**EXERCISE DIRECTIONS**
Within the listing that follows, how many lines contain the word "Math"? Only the number is wanted.

[[ TASK INPUTS, beginning ]]

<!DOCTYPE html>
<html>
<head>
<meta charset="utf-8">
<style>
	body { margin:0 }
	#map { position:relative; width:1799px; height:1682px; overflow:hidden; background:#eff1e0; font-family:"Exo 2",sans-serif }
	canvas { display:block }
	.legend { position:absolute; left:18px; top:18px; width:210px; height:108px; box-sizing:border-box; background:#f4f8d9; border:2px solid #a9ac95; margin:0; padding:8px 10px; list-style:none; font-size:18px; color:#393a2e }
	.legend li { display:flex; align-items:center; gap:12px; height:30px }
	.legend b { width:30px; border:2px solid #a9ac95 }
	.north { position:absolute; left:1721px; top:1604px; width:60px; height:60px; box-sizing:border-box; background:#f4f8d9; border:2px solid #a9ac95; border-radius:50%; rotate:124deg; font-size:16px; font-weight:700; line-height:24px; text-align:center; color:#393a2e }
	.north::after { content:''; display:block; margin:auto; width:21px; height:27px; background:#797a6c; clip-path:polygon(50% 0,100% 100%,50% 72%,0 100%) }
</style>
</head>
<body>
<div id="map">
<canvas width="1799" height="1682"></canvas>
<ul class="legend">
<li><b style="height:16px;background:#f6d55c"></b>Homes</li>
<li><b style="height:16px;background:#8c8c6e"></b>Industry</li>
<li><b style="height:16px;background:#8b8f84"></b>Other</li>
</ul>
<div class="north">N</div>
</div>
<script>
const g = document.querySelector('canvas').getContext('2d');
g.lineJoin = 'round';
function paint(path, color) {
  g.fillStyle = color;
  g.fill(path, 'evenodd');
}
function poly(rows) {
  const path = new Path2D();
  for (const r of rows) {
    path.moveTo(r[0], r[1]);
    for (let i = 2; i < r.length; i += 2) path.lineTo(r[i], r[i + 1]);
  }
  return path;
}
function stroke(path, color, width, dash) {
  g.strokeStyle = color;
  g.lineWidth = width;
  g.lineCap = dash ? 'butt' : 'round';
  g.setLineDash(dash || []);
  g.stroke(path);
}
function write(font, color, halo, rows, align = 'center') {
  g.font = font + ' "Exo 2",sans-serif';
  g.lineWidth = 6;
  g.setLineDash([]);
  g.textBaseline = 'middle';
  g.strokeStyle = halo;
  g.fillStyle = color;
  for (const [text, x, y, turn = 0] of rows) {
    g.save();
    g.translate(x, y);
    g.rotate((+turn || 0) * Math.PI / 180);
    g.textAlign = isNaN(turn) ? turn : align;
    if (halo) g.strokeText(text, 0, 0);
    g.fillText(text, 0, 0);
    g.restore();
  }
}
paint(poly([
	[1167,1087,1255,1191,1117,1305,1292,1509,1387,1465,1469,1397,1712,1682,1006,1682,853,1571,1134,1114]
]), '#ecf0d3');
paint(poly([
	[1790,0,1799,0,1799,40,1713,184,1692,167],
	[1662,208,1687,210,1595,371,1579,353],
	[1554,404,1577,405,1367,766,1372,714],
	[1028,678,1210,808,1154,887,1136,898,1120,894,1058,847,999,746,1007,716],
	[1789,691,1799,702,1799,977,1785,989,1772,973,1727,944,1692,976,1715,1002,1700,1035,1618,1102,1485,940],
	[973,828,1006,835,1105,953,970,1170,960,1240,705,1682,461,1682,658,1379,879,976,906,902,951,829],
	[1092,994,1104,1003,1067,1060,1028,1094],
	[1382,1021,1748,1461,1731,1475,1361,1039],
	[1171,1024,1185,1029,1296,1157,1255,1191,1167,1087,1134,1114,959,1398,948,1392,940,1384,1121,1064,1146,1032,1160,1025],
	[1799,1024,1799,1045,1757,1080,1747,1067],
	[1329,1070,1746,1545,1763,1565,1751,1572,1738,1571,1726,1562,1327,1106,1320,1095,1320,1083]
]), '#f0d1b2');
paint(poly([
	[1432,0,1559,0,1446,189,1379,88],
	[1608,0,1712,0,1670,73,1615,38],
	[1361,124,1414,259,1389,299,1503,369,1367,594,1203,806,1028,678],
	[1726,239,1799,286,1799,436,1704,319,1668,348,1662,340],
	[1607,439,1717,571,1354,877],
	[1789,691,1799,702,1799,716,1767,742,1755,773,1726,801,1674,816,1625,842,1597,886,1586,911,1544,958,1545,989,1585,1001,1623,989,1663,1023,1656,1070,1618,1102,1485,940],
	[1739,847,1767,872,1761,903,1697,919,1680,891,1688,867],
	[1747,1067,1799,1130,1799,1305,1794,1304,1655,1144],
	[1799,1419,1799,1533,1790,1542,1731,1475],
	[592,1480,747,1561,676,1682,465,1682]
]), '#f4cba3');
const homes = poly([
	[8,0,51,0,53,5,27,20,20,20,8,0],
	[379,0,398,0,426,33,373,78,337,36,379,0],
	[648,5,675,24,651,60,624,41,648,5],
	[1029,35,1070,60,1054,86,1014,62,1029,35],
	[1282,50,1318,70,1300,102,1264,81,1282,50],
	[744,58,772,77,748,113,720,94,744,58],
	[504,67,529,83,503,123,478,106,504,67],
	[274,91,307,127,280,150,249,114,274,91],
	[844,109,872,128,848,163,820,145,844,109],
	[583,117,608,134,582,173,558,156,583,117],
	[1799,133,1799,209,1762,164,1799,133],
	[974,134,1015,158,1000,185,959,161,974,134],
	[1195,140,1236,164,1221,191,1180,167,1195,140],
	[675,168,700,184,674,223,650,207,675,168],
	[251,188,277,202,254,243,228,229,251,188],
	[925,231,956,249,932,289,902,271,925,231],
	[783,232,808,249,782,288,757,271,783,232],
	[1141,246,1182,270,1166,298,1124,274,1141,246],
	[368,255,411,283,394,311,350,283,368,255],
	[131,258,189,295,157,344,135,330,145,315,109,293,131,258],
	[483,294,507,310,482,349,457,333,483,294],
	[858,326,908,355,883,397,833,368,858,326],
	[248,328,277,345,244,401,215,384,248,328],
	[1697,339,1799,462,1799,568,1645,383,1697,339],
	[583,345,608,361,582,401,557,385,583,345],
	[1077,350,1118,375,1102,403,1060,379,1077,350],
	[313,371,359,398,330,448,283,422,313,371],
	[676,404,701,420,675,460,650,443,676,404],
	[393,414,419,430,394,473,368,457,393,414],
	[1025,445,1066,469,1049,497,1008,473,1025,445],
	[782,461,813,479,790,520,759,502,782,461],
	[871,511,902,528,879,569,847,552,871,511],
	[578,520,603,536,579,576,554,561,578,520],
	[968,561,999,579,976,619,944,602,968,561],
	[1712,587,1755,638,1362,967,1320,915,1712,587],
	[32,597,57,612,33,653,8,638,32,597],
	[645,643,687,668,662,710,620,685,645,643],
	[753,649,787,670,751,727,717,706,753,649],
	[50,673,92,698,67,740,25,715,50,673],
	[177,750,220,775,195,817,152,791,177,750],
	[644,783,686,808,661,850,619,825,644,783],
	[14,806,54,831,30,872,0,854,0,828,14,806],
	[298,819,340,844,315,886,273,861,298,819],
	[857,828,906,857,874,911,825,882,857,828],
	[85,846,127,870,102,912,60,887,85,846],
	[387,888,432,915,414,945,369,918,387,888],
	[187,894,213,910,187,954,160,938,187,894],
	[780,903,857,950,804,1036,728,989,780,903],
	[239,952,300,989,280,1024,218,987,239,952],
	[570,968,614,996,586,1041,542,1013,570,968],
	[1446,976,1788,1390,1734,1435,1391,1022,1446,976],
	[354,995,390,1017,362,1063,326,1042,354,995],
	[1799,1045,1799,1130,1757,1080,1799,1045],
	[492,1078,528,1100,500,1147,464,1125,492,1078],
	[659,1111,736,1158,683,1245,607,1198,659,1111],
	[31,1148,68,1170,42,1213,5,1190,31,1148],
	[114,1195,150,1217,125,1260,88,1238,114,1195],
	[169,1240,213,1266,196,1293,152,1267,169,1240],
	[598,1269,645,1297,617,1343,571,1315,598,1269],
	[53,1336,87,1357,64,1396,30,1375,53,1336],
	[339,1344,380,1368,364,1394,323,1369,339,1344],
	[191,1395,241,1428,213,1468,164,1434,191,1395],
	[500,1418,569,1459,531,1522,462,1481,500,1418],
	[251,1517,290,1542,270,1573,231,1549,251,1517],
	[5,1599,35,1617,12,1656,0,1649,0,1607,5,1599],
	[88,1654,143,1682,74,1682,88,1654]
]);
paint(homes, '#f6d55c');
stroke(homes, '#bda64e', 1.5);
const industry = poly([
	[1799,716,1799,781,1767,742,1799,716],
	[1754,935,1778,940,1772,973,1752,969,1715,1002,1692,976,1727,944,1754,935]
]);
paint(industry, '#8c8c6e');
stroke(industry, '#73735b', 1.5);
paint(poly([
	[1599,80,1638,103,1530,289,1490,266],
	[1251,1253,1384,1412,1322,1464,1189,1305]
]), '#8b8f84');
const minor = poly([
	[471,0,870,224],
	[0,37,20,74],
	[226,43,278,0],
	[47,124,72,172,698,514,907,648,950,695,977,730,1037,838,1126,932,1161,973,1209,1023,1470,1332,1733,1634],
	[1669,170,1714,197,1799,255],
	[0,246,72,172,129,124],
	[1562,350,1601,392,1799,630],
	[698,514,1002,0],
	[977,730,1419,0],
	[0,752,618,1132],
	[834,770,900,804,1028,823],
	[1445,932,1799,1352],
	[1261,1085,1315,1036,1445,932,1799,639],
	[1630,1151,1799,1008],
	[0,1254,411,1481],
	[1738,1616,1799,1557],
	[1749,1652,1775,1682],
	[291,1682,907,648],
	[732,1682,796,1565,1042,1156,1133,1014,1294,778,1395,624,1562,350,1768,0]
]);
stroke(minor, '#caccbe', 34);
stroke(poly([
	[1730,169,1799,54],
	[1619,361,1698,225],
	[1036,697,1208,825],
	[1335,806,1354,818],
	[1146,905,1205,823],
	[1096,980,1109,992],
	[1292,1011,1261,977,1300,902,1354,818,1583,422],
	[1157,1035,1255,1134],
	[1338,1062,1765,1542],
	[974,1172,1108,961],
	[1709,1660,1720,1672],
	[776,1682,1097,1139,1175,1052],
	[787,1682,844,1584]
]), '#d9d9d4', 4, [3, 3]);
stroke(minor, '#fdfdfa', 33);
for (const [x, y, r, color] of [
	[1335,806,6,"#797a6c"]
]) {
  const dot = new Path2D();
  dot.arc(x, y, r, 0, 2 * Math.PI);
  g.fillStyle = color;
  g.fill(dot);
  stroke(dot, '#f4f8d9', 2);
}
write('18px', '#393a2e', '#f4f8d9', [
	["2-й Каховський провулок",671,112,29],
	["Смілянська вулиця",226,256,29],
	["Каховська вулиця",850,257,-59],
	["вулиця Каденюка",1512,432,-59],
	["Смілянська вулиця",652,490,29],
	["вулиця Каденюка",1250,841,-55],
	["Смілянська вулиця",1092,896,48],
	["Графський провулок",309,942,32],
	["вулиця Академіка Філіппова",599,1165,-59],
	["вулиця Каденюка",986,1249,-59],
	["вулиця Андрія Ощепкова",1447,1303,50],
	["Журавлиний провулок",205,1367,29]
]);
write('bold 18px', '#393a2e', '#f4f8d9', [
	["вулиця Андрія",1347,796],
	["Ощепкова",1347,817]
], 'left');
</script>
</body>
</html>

[[ TASK INPUTS, end ]]

**ANSWER BOX**
2